Color space basics for HDMI video

All information about this project is available in a special website section.
We thank you for your attention!
No items found.
Click image to zoom

There are two general measures of video perception: resolution and color. Those notions are intentionally vague for the purpose of explaining their relation to HDMI transmission.

I've covered the resolution part in previous posts, as this metric is simpler to quantify. Every screen has a limited number of pixel dots; the more, the better. The same logic works for refresh rate; the faster we change the image on the screen, the smoother the motion picture. Screens are rectangular matrixes of pixels with a small number of aspect ratios (roughly, from long 21:9 to square-ish 3:2) and resolutions of 1, 2, 4, 5, or 8K. Higher HDMI standards support more Ks. Thanks to Steve Jobs' legacy, we have the upper limit for the density and, consequently, the number of usable pixels, known as 'Retina'.

The second part, color, is more a matter of taste and perception.
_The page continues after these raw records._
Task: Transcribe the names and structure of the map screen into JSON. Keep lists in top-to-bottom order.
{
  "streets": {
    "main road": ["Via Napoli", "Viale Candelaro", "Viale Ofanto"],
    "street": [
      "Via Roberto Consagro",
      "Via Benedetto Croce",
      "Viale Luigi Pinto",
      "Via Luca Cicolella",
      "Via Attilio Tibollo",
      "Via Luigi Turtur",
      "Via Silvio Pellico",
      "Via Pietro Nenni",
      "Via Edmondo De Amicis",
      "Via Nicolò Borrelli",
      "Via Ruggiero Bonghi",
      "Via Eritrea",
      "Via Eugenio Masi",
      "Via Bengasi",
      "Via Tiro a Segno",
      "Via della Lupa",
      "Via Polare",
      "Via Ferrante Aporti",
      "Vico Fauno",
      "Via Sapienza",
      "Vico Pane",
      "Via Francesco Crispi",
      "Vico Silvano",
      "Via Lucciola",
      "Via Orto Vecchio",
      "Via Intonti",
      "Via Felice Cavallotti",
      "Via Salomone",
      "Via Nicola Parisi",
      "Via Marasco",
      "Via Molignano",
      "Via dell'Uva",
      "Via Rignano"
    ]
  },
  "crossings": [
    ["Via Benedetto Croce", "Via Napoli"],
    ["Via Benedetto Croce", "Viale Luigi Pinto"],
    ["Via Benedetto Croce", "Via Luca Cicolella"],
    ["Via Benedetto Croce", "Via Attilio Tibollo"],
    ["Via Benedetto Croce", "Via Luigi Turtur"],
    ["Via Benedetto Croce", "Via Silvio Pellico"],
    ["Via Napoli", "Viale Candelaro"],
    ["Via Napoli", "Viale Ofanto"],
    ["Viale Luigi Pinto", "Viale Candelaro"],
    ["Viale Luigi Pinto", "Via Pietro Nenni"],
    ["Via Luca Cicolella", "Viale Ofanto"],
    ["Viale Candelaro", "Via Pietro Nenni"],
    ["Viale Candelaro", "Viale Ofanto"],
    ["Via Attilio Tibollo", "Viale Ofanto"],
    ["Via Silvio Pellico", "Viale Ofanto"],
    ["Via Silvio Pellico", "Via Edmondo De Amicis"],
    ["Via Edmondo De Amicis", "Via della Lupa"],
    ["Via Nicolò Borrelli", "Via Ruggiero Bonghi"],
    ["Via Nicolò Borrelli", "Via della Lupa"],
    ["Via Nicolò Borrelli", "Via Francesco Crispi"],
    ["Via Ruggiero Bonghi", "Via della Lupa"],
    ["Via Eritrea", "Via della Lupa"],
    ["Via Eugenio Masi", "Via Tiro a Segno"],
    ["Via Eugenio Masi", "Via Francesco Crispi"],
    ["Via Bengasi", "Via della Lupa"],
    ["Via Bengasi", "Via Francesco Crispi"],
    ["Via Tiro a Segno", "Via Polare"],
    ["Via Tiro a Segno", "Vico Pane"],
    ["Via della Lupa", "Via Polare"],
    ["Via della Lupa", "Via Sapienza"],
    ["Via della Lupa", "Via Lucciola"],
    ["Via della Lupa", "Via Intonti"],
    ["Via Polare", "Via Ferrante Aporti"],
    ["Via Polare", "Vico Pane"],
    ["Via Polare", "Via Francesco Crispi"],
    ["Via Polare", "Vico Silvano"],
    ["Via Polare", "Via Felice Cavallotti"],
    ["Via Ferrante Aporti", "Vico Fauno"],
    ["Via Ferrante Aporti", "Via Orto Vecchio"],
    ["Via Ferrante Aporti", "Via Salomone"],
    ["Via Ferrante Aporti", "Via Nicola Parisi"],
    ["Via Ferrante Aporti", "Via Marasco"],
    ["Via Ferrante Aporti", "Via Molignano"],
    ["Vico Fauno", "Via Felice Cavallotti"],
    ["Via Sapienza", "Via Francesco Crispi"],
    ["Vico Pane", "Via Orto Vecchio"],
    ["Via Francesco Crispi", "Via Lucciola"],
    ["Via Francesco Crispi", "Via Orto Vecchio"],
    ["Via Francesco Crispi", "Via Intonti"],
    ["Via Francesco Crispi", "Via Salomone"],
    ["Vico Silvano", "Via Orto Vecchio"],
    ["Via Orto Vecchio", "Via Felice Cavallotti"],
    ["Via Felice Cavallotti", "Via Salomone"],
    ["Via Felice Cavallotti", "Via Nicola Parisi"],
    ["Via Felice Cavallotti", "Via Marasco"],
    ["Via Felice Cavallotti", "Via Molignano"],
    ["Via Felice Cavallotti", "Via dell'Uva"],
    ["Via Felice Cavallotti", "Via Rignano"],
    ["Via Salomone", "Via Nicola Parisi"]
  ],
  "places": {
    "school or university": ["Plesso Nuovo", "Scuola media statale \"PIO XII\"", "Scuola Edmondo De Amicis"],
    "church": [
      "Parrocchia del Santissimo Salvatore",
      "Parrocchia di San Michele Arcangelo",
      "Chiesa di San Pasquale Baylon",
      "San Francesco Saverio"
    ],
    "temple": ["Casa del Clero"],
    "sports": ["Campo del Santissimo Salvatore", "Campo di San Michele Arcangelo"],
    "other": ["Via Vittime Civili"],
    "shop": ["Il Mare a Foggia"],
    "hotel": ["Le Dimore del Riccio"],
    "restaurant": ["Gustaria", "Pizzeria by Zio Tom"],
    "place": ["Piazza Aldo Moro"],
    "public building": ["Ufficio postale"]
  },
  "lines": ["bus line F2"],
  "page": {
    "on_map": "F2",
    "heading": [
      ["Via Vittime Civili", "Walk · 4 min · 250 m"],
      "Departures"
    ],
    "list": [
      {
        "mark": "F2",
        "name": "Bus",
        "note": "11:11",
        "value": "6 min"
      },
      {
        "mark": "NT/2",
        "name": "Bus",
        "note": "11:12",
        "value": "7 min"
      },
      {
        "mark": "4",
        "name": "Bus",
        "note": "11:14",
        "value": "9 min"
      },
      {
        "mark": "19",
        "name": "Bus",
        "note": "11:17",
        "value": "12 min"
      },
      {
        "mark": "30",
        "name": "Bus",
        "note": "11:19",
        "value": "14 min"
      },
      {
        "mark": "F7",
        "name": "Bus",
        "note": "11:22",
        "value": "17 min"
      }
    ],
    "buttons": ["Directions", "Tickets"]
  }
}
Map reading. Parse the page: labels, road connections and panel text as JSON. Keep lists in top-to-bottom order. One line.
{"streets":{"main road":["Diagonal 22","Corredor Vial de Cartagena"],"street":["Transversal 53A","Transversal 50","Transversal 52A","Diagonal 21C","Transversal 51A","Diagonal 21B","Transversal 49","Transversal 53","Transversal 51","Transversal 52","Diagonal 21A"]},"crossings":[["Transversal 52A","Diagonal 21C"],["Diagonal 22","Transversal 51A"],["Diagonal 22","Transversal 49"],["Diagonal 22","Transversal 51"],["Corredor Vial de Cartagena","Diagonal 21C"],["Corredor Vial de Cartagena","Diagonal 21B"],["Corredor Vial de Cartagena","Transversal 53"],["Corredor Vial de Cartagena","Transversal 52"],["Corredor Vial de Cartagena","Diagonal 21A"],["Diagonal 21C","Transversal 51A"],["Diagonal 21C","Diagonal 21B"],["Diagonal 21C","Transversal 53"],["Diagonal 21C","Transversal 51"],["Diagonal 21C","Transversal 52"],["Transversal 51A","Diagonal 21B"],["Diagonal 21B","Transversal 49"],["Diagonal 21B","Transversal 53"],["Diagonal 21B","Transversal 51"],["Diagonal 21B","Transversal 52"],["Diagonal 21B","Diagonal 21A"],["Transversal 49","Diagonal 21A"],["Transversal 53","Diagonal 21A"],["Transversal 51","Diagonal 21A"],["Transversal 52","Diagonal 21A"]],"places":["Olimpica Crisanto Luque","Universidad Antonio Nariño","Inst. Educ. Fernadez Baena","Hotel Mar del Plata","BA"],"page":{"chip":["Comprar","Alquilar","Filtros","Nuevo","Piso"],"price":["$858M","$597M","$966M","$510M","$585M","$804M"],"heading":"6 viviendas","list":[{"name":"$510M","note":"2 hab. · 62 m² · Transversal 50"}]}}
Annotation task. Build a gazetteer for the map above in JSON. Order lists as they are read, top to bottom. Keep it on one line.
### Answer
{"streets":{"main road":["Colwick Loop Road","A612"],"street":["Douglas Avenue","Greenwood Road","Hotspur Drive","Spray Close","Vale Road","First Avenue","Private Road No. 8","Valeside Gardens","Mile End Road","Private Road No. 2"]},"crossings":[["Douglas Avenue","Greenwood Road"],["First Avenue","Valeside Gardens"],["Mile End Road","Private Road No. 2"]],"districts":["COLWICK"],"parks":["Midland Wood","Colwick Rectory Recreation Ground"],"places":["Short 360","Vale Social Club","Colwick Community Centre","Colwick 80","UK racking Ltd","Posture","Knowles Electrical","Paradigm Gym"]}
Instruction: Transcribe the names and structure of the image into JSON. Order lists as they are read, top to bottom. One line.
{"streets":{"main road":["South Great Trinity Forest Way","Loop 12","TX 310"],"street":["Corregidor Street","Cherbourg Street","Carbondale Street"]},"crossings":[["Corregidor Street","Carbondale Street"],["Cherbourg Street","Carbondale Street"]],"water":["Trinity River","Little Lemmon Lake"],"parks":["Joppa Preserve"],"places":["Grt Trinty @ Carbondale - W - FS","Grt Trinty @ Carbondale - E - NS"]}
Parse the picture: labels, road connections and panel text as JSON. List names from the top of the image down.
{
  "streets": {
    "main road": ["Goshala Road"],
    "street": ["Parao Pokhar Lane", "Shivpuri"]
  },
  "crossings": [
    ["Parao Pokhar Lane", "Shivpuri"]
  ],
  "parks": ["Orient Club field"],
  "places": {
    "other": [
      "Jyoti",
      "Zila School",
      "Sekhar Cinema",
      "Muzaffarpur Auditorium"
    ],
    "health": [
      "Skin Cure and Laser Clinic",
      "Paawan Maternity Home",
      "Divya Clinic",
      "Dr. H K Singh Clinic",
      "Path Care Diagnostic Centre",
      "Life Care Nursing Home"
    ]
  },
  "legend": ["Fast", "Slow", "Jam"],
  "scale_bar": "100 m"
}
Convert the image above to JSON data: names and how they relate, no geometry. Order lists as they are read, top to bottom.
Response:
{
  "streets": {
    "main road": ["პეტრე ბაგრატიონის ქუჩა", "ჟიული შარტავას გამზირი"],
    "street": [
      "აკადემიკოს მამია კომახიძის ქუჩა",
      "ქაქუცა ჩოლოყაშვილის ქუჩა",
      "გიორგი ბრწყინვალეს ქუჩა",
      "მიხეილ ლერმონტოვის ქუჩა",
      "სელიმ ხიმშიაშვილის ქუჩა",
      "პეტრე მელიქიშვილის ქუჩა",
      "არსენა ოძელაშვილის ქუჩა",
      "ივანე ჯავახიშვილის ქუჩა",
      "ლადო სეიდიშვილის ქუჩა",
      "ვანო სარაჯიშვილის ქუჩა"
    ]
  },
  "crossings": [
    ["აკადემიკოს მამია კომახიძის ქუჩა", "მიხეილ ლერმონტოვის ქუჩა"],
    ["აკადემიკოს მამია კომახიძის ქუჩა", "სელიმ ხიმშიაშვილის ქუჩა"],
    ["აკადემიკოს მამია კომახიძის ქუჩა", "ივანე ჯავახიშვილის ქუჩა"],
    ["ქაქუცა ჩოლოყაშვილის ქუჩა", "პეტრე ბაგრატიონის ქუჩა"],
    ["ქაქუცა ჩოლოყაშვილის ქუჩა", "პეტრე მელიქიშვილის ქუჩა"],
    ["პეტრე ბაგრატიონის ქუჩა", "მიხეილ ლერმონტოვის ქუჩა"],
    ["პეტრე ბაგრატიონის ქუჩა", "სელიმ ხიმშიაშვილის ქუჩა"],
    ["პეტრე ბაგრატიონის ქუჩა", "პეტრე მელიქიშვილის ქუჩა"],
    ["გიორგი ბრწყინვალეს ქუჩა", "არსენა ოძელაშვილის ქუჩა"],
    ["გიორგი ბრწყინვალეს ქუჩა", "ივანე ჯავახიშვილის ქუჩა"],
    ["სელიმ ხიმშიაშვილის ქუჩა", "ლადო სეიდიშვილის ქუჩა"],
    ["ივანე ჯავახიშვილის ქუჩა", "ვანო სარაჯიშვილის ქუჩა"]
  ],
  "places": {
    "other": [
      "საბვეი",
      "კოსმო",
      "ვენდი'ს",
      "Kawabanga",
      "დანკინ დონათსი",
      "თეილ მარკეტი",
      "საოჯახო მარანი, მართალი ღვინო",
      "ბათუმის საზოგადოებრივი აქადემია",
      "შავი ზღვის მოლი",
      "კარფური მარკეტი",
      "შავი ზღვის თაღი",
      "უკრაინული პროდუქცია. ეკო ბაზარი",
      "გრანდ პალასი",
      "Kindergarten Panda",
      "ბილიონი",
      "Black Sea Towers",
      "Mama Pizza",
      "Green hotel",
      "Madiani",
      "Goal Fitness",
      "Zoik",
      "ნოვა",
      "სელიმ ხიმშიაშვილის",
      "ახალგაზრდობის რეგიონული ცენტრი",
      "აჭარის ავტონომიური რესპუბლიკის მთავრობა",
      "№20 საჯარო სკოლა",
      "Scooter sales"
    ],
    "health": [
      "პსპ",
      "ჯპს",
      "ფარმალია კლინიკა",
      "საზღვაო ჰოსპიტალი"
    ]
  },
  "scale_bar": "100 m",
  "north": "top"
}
Much like audio, there's always a place for debate on compressed vs. lossless and the number and range of color or audio frequency levels. So, let's review color-related terms one by one.

Color space

Color space is basically a color wheel from any color picker window in the software of one's choice. Just arranged in a more scientific, yet two-axis planar pattern. This half-parabolic rainbow-colored thing, called the 'cromaticity diagram', was introduced in 1931 and is still referenced today as a space for all the colors, not counting their luminocity.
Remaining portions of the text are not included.